**Instructions for the task**
Transcribe exactly the lines from the top of the records below through the line that holds "-10px;border-radius:9px;box-shadow:0 0 5px", both included, with no pictures.

### Data records

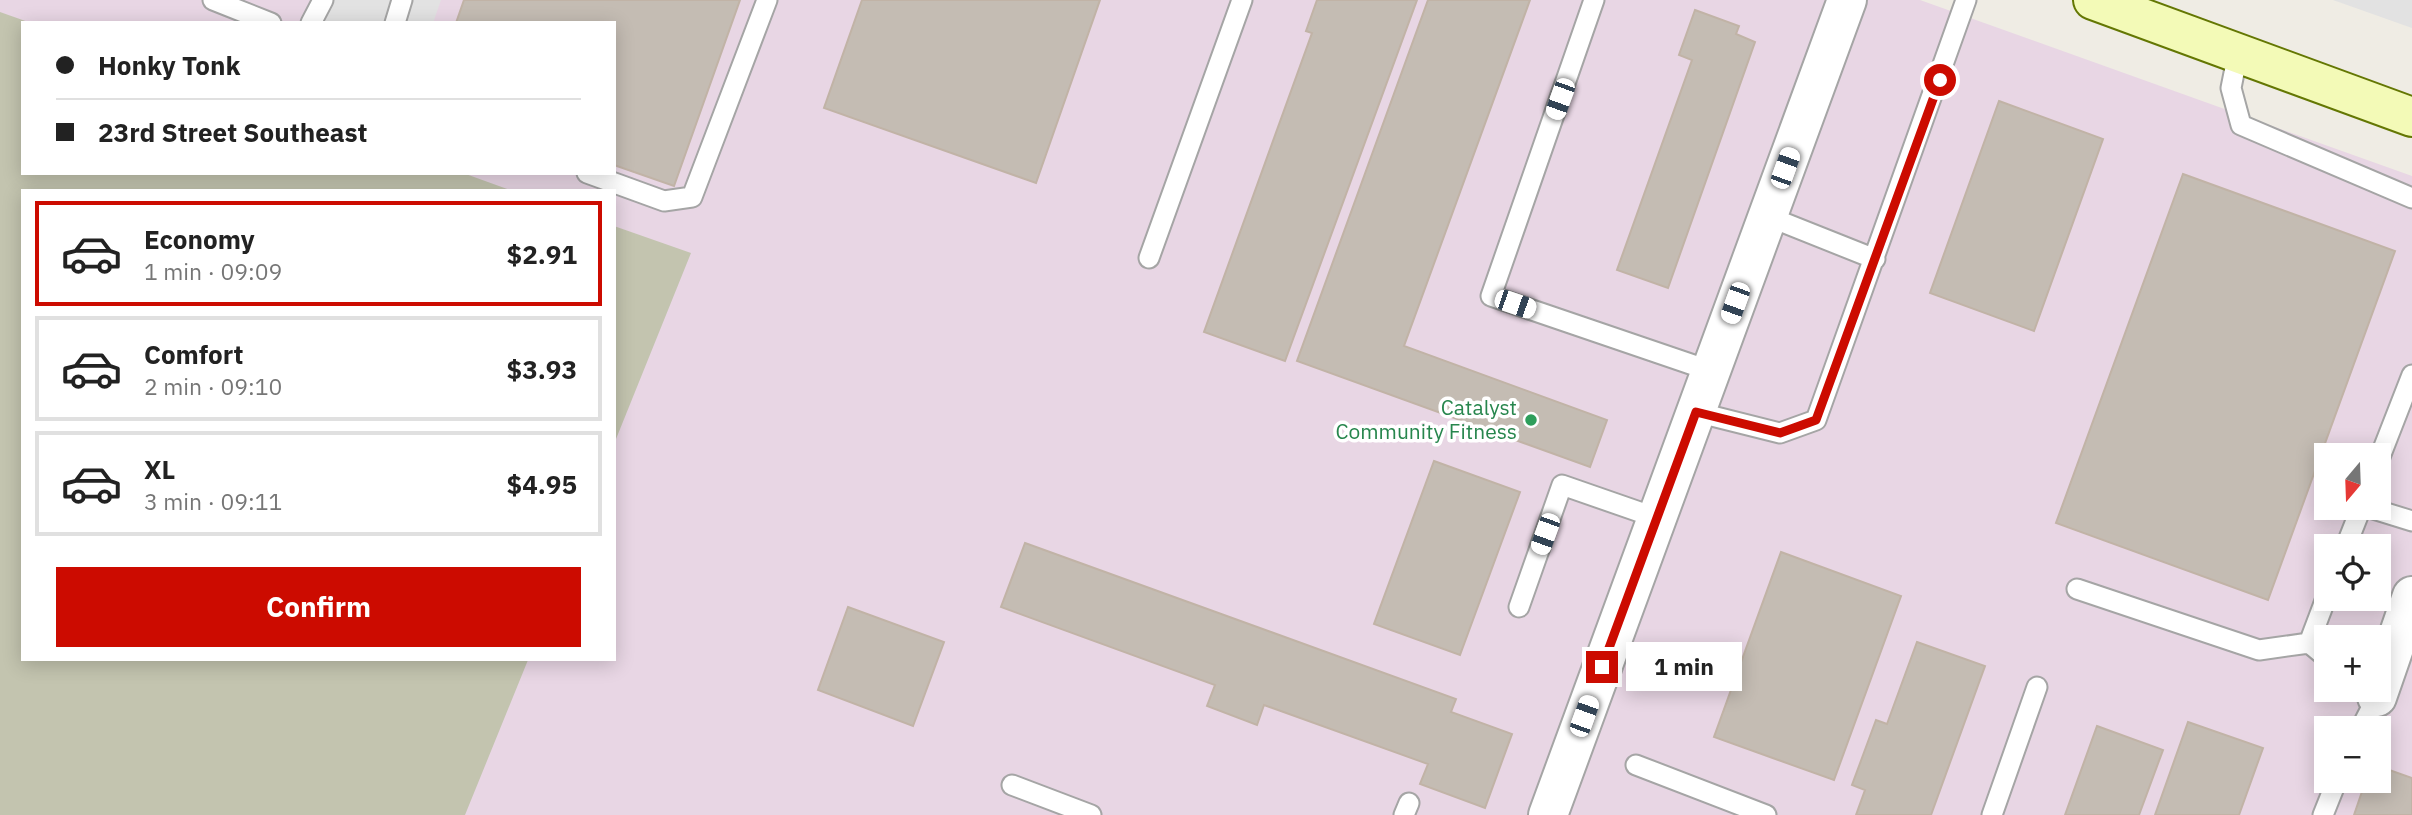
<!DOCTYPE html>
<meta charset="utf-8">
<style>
:root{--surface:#fff;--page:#f2f2f2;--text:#222;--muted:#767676;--line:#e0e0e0;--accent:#cc0b00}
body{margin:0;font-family:"IBM Plex Sans",sans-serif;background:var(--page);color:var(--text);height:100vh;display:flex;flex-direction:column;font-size:26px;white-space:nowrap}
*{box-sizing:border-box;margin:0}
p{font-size:23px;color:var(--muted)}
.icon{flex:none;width:38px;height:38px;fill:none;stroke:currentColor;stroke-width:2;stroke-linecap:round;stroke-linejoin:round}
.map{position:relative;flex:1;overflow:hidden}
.panel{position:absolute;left:21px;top:189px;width:595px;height:472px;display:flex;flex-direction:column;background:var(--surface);border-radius:0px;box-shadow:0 4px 18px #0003}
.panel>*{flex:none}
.hud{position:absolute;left:21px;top:21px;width:595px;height:154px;border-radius:0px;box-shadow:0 4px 18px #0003;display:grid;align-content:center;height:154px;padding:0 35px;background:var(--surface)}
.needle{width:46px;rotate:199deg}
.buttons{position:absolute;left:2314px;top:443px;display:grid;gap:14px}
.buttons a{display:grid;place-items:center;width:77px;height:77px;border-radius:0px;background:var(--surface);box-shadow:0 4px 18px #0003;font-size:35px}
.end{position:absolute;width:32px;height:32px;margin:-16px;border:9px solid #cc0b00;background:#fff;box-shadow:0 0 0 4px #fff}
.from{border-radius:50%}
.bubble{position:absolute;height:49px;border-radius:0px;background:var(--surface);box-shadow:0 4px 18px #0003;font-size:23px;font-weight:700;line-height:49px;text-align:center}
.car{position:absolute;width:21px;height:42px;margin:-21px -10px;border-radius:9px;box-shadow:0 0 5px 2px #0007;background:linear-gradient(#fff 24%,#345 0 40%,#fff 0 76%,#345 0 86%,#fff 0)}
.hud b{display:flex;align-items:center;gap:24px;height:66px;font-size:26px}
.hud b+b{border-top:2px solid var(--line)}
.hud i{width:18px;height:18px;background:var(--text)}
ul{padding:12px 0 0;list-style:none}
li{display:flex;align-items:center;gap:21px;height:105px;margin:0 14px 10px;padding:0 21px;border:4px solid var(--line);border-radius:0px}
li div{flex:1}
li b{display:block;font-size:26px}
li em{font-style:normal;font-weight:700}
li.current{border-color:var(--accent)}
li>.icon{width:63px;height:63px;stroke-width:1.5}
.cta{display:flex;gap:14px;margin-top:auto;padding:14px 35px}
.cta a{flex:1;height:80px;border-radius:0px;background:var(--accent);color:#fff;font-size:28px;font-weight:700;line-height:80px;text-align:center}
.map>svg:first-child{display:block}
.industrial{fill:#e8d6e4;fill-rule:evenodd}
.construction{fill:#c3c4af}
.parking{fill:#e2e2e2}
.building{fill:#c4bcb3;stroke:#c1b3a6;stroke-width:2}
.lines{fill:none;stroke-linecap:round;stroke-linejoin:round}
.lane-casing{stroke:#a5a5a5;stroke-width:23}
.street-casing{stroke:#a5a5a5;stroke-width:42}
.secondary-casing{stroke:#647703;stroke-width:42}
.lane{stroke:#fff;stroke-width:19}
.street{stroke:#fff;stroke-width:38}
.secondary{stroke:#f3fab7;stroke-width:38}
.route{stroke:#cc0b00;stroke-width:9}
.leisure-dot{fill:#2e9e5b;stroke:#fff;stroke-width:2.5}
.labels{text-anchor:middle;stroke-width:7;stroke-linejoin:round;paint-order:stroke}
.leisure-label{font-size:21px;fill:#27864d;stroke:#fff;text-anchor:end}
</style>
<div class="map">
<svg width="2412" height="815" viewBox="0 0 2412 815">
<rect width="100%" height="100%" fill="#efece4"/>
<path class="industrial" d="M 0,0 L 1920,0 L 2412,176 L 2412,815 L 0,815 ZM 23,23 L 614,23 L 614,173 L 23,173 ZM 23,191 L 614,191 L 614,660 L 23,660 ZM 2326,455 L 2378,455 L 2378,508 L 2326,508 ZM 2326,546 L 2378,546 L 2378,598 L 2326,598 ZM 2326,637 L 2378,637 L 2378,690 L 2326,690 ZM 2326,728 L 2378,728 L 2378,780 L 2326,780 Z"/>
<path class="construction" d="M 0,12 L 31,23 L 23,23 L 23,173 L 463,173 L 513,191 L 23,191 L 23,660 L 528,660 L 465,815 L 0,815 Z
M 614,226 L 691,253 L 614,444 Z"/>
<path class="parking" d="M 322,0 L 441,0 L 433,23 L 313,23 Z
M 2333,0 L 2412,0 L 2412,28 Z"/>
<path class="building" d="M 464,0 L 740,0 L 674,186 L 614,165 L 614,23 L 456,23 Z
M 862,0 L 1100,0 L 1036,183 L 824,108 Z
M 1317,0 L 1417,0 L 1285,361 L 1204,332 L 1312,33 L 1306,31 Z
M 1428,0 L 1530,0 L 1404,346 L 1607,420 L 1590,467 L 1297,361 Z
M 1695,10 L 1739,26 L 1736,34 L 1755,42 L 1668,288 L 1617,270 L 1692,60 L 1679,55 Z
M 1999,101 L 2103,139 L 2034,331 L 1930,293 Z
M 2183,174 L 2395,251 L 2268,600 L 2056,523 Z
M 1434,461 L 1520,492 L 1460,655 L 1374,624 Z
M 1025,543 L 1456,699 L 1451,712 L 1512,734 L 1485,808 L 1420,784 L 1428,764 L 1264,705 L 1257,725 L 1207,706 L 1215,685 L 1001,607 Z
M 1781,552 L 1901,596 L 1834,780 L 1714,737 Z
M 848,607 L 944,642 L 913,726 L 818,690 Z
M 1917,642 L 1985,666 L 1931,815 L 1856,815 L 1865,790 L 1852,785 L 1876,720 L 1887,724 Z
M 2188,722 L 2263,748 L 2239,815 L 2155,815 Z
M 2097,726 L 2163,750 L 2139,815 L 2065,815 Z
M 2378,766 L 2412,778 L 2412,815 L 2354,815 L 2366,780 L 2378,780 Z"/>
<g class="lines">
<defs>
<path id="lane" d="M 213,0 L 271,23
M 1594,0 L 1491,296 L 1711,371
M 311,23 L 323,0
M 395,23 L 402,0
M 2238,53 L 2231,88 L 2241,125 L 2412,198
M 587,173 L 664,201 L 692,197 L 767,0
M 1767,216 L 1875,259
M 1149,258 L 1242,0
M 1696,412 L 1780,433 L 1816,420 L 1966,0
M 2378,462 L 2412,375
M 2370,508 L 2412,521
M 2346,546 L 2361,508
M 2077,589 L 2259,650 L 2309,643 L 2326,657
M 1519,607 L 1562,485 L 1657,518
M 2309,643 L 2326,598
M 2361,728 L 2377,697 L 2371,692
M 1636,765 L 1766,815
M 1012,785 L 1091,815
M 1404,815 L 1409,803
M 1992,815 L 2037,687
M 2323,815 L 2337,780"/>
<path id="street" d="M 2377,697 L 2412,596
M 1548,815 L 1847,0"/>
<path id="secondary" d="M 2093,0 L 2412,117"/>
</defs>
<use href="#lane" class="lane-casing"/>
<use href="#street" class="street-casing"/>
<use href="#secondary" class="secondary-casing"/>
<use href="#lane" class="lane"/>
<use href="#street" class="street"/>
<use href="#secondary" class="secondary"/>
</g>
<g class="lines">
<path class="route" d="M 1602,667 L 1696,412 L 1780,433 L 1816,420 L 1940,80"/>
</g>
<circle class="leisure-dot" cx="1531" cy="420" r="7"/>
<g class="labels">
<g class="leisure-label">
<text x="1517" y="415">Catalyst<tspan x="1517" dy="24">Community Fitness</tspan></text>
</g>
</g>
</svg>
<div class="buttons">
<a><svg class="needle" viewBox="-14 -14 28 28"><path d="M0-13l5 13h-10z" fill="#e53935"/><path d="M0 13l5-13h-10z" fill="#767676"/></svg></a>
<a><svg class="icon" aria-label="locate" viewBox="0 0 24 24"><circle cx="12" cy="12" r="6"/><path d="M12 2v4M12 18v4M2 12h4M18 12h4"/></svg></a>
<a>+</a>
<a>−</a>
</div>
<i class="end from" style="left:1940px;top:80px"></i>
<i class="end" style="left:1602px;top:667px"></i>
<div class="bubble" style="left:1626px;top:642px;width:116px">1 min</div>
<i class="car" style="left:1560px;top:99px;rotate:200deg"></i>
<i class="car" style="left:1785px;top:168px;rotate:20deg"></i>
<i class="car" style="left:1735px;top:303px;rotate:200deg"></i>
<i class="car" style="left:1515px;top:304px;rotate:109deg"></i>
<i class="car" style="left:1545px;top:534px;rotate:200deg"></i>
<i class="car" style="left:1584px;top:716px;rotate:20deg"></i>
<div class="hud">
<b><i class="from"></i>Honky Tonk</b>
<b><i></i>23rd Street Southeast</b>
</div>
<section class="panel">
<ul>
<li class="current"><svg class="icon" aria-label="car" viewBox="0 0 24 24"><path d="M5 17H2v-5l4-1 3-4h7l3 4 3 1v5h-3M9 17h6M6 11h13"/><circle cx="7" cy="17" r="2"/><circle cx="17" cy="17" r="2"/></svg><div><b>Economy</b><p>1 min · 09:09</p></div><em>$2.91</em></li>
<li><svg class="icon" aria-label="car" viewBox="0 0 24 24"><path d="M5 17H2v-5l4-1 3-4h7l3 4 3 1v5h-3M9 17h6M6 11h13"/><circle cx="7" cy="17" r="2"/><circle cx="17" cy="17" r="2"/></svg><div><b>Comfort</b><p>2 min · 09:10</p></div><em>$3.93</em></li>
<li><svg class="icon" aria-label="car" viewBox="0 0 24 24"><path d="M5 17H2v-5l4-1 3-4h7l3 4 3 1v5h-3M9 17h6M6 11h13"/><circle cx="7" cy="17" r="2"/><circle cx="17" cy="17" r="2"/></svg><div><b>XL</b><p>3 min · 09:11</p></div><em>$4.95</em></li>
</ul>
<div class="cta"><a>Confirm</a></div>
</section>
</div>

######

**Reply**
<!DOCTYPE html>
<meta charset="utf-8">
<style>
:root{--surface:#fff;--page:#f2f2f2;--text:#222;--muted:#767676;--line:#e0e0e0;--accent:#cc0b00}
body{margin:0;font-family:"IBM Plex Sans",sans-serif;background:var(--page);color:var(--text);height:100vh;display:flex;flex-direction:column;font-size:26px;white-space:nowrap}
*{box-sizing:border-box;margin:0}
p{font-size:23px;color:var(--muted)}
.icon{flex:none;width:38px;height:38px;fill:none;stroke:currentColor;stroke-width:2;stroke-linecap:round;stroke-linejoin:round}
.map{position:relative;flex:1;overflow:hidden}
.panel{position:absolute;left:21px;top:189px;width:595px;height:472px;display:flex;flex-direction:column;background:var(--surface);border-radius:0px;box-shadow:0 4px 18px #0003}
.panel>*{flex:none}
.hud{position:absolute;left:21px;top:21px;width:595px;height:154px;border-radius:0px;box-shadow:0 4px 18px #0003;display:grid;align-content:center;height:154px;padding:0 35px;background:var(--surface)}
.needle{width:46px;rotate:199deg}
.buttons{position:absolute;left:2314px;top:443px;display:grid;gap:14px}
.buttons a{display:grid;place-items:center;width:77px;height:77px;border-radius:0px;background:var(--surface);box-shadow:0 4px 18px #0003;font-size:35px}
.end{position:absolute;width:32px;height:32px;margin:-16px;border:9px solid #cc0b00;background:#fff;box-shadow:0 0 0 4px #fff}
.from{border-radius:50%}
.bubble{position:absolute;height:49px;border-radius:0px;background:var(--surface);box-shadow:0 4px 18px #0003;font-size:23px;font-weight:700;line-height:49px;text-align:center}
.car{position:absolute;width:21px;height:42px;margin:-21px -10px;border-radius:9px;box-shadow:0 0 5px 2px #0007;background:linear-gradient(#fff 24%,#345 0 40%,#fff 0 76%,#345 0 86%,#fff 0)}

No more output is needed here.